What the task requires:
Go over the material below and report every line that contains the word "overflow".
################
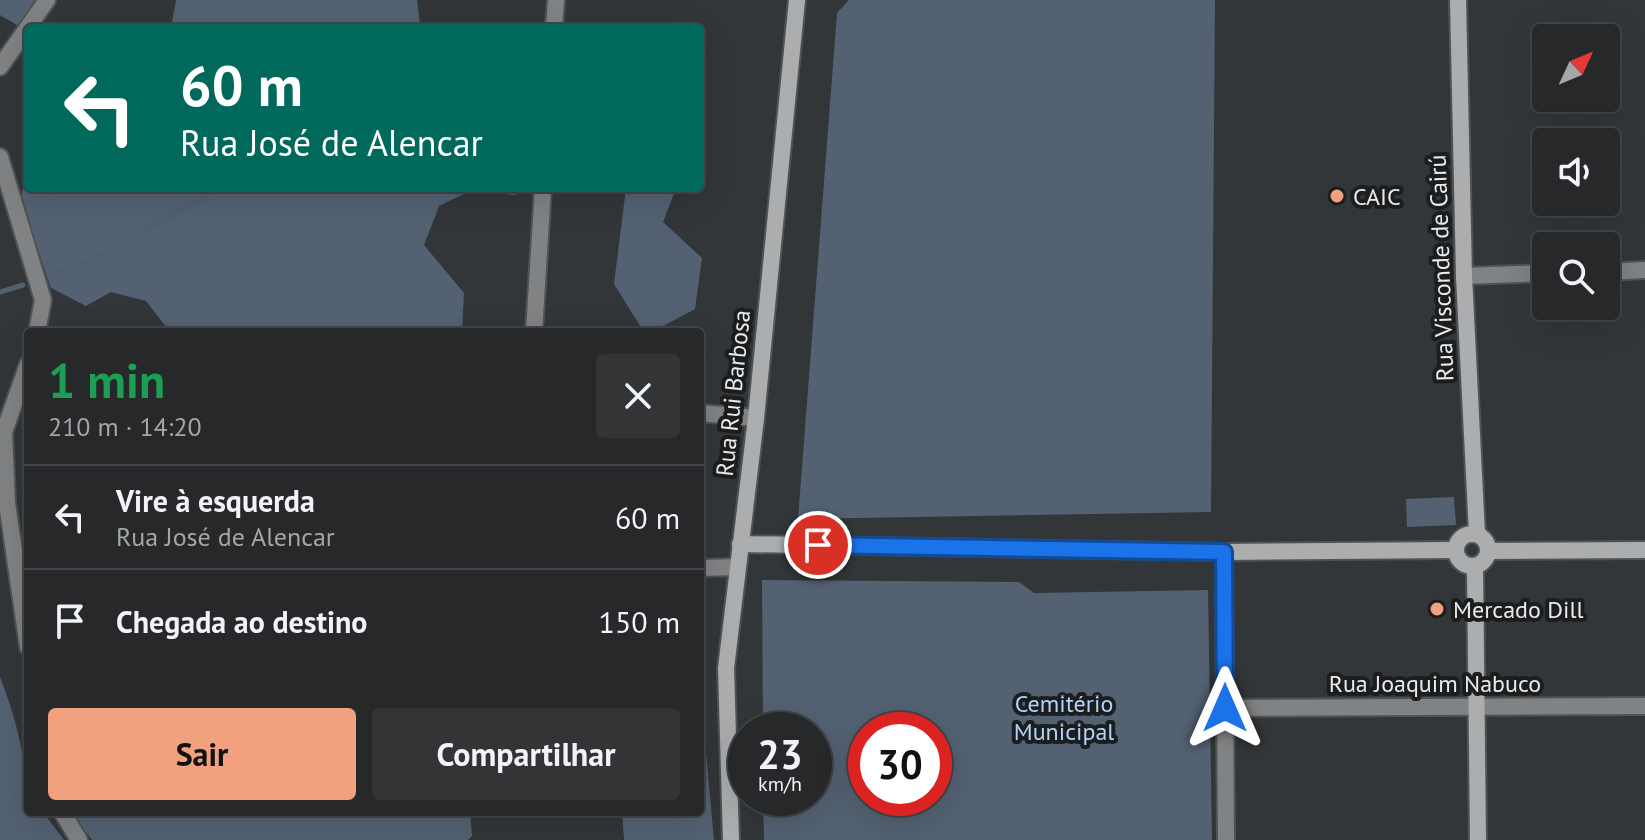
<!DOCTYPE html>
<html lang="pt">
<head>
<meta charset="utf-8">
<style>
  body { margin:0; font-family:"PT Sans",sans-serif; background:#323436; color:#f1f3f6; height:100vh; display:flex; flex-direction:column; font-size:30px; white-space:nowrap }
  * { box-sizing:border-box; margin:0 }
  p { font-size:26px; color:#a4a6a8 }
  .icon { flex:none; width:44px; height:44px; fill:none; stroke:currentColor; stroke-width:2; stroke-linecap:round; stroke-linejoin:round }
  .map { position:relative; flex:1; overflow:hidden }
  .panel { position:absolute; left:24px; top:328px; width:680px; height:488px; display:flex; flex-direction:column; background:#26282a; border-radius:8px; box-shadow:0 8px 32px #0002,0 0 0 2px #424447 }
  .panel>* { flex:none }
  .banner { position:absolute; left:24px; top:24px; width:680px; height:168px; border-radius:8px; box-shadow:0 8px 32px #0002,0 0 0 2px #424447; background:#00695c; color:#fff; overflow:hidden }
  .needle { width:52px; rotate:46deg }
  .controls { position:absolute; left:1532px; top:24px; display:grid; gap:16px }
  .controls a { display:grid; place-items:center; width:88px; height:88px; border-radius:8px; background:#26282a; box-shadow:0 8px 32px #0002,0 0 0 2px #424447; font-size:40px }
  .speed { position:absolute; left:728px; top:712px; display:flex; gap:16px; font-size:40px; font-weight:700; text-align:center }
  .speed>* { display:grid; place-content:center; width:104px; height:104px; border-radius:50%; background:#26282a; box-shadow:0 8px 32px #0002,0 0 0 2px #424447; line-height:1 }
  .speed small { font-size:20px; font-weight:400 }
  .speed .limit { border:12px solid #d22; background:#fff; color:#111 }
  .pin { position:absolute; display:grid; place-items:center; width:68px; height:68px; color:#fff; margin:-34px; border:4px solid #fff; border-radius:50%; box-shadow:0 2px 8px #0007 }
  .me { position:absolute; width:88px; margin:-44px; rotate:0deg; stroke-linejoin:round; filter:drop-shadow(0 0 6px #0008) }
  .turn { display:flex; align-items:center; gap:28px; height:168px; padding:0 24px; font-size:36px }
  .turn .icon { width:104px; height:104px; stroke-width:2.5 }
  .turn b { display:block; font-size:56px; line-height:68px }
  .round { display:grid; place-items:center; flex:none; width:84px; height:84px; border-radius:8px; background:#323436 }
  .head { display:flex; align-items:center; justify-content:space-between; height:136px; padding:0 24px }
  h1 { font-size:48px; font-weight:700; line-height:60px; color:#1e9e55 }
  .button { display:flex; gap:16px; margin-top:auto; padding:16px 24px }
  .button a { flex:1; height:92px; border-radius:8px; background:#f1a17d; color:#111; font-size:32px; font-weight:700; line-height:92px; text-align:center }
  .button a+a { background:#323436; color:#f1f3f6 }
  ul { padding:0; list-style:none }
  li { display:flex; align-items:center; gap:24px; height:104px; padding:0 24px; border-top:2px solid #424447 }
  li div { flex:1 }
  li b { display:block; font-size:30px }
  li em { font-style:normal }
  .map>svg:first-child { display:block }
</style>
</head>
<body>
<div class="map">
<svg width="1645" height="840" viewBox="0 0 1645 840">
  <rect width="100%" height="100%" fill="#333638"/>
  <!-- green -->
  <g fill="#536172" fill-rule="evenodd">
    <polygon points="0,0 38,0 20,27 0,15"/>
    <polygon points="176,0 417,0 420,24 419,28 171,28"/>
    <polygon points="849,0 1215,0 1211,512 798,519 837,13"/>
    <polygon points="28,151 28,188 523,188 515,195 472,190 439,206 424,245 464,293 462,332 170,332 146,301 111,292 86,306 51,288 21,201"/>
    <polygon points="626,188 676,188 663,222 702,258 695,309 652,332 644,332 614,284"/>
    <polygon points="1454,497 1456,525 1407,527 1406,499"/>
    <path d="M762,580L1019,582L1034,593L1208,590L1212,840H764L763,798H814V730H763ZM866,730H934V798H866Z"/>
    <path d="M0,677C17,720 28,766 28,812H43L64,840H0Z"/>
    <polygon points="700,688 714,840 624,840 622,812 700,812"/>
    <polygon points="70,812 470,812 472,836 468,840 92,840"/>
  </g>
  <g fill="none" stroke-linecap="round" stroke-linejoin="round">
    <!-- stream -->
    <g stroke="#525f70" stroke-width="5">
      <polyline points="51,275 86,263 220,188"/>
      <polyline points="0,292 23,285"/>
    </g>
    <defs>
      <g id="street">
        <polyline points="554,28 556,0"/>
        <polyline points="0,67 47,0"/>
        <polyline points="0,157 43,300 37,332"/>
        <polyline points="1606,272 1645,270"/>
        <polyline points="1464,276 1546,273"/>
        <polyline points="534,332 543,188"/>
        <polyline points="28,364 4,432 7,503 28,647"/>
        <polyline points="700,413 756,418"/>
        <polyline points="1224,552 1226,840"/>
        <polyline points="700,568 737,567"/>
        <polyline points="1225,708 1645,706"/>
        <polyline points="62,812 79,840"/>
      </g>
      <g id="secondary">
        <polyline points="1458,0 1464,276 1477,534"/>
        <circle cx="1472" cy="550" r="16"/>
        <polyline points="740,544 1224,552 1456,550"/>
        <polyline points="1489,551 1645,550"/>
        <polyline points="1475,567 1478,840"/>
        <polyline points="731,840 726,668 756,418 797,0"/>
      </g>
    </defs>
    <!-- street casing -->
    <use href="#street" stroke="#505355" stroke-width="20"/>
    <!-- secondary casing -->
    <use href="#secondary" stroke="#505355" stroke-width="20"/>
    <!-- street -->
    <use href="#street" stroke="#818283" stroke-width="16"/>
    <!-- secondary -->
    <use href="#secondary" stroke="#abadaf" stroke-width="16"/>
  </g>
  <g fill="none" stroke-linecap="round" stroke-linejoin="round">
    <defs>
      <polyline id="route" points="818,545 1224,552 1225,708"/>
    </defs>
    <!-- route casing -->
    <use href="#route" stroke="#114b97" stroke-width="20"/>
    <!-- route -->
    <use href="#route" stroke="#1a73e8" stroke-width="14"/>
  </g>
  <!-- markers -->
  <g fill="#f1a17d" stroke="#1c1d1e" stroke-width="3">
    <circle cx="1337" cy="196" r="8"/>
    <circle cx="1437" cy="609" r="8"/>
  </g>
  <g text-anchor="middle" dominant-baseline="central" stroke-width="8" stroke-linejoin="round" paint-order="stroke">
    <!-- poi labels -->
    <g font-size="24" fill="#e9eaec" stroke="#1c1d1e" text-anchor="start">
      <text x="1353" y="196">CAIC</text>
      <text x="1453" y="609">Mercado Dill</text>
    </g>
    <!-- street labels -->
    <g font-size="24" fill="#e9eaec" stroke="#1c1d1e">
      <text transform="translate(1441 268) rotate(-92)">Rua Visconde de Cairú</text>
      <text transform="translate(733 393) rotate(-84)">Rua Rui Barbosa</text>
      <text x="1435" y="683">Rua Joaquim Nabuco</text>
    </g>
    <!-- park labels -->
    <g font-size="24" fill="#b4d3fa" stroke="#1c1d1e">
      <text x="1064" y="703">Cemitério<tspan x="1064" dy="28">Municipal</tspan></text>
    </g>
  </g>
</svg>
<div class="controls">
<a><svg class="needle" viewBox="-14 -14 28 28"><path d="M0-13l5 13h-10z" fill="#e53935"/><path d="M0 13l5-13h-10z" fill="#a4a6a8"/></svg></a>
<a><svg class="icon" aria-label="sound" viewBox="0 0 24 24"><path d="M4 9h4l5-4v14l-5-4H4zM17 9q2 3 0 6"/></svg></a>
<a><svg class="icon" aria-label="search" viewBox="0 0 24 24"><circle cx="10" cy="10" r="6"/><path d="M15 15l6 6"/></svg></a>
</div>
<div class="speed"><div>23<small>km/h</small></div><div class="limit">30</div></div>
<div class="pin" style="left:818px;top:545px;background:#d93025"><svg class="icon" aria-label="arrive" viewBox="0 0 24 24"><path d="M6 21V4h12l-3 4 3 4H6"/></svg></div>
<svg class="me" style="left:1225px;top:708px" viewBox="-20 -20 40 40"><path d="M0-17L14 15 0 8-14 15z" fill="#1a73e8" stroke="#fff" stroke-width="4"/></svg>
<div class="banner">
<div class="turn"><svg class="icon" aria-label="left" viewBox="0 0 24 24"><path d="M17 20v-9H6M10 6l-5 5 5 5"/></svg><div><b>60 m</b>Rua José de Alencar</div></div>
</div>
<section class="panel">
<div class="head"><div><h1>1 min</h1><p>210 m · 14:20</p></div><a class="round"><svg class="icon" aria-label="close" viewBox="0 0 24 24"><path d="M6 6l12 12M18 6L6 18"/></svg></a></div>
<ul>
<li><svg class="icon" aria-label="left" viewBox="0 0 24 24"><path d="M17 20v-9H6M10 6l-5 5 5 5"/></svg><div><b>Vire à esquerda</b><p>Rua José de Alencar</p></div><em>60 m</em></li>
<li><svg class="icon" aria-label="arrive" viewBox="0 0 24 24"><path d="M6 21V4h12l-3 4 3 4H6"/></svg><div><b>Chegada ao destino</b></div><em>150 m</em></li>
</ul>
<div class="button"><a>Sair</a><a>Compartilhar</a></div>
</section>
</div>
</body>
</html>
################
Task answer:
  .map { position:relative; flex:1; overflow:hidden }
  .banner { position:absolute; left:24px; top:24px; width:680px; height:168px; border-radius:8px; box-shadow:0 8px 32px #0002,0 0 0 2px #424447; background:#00695c; color:#fff; overflow:hidden }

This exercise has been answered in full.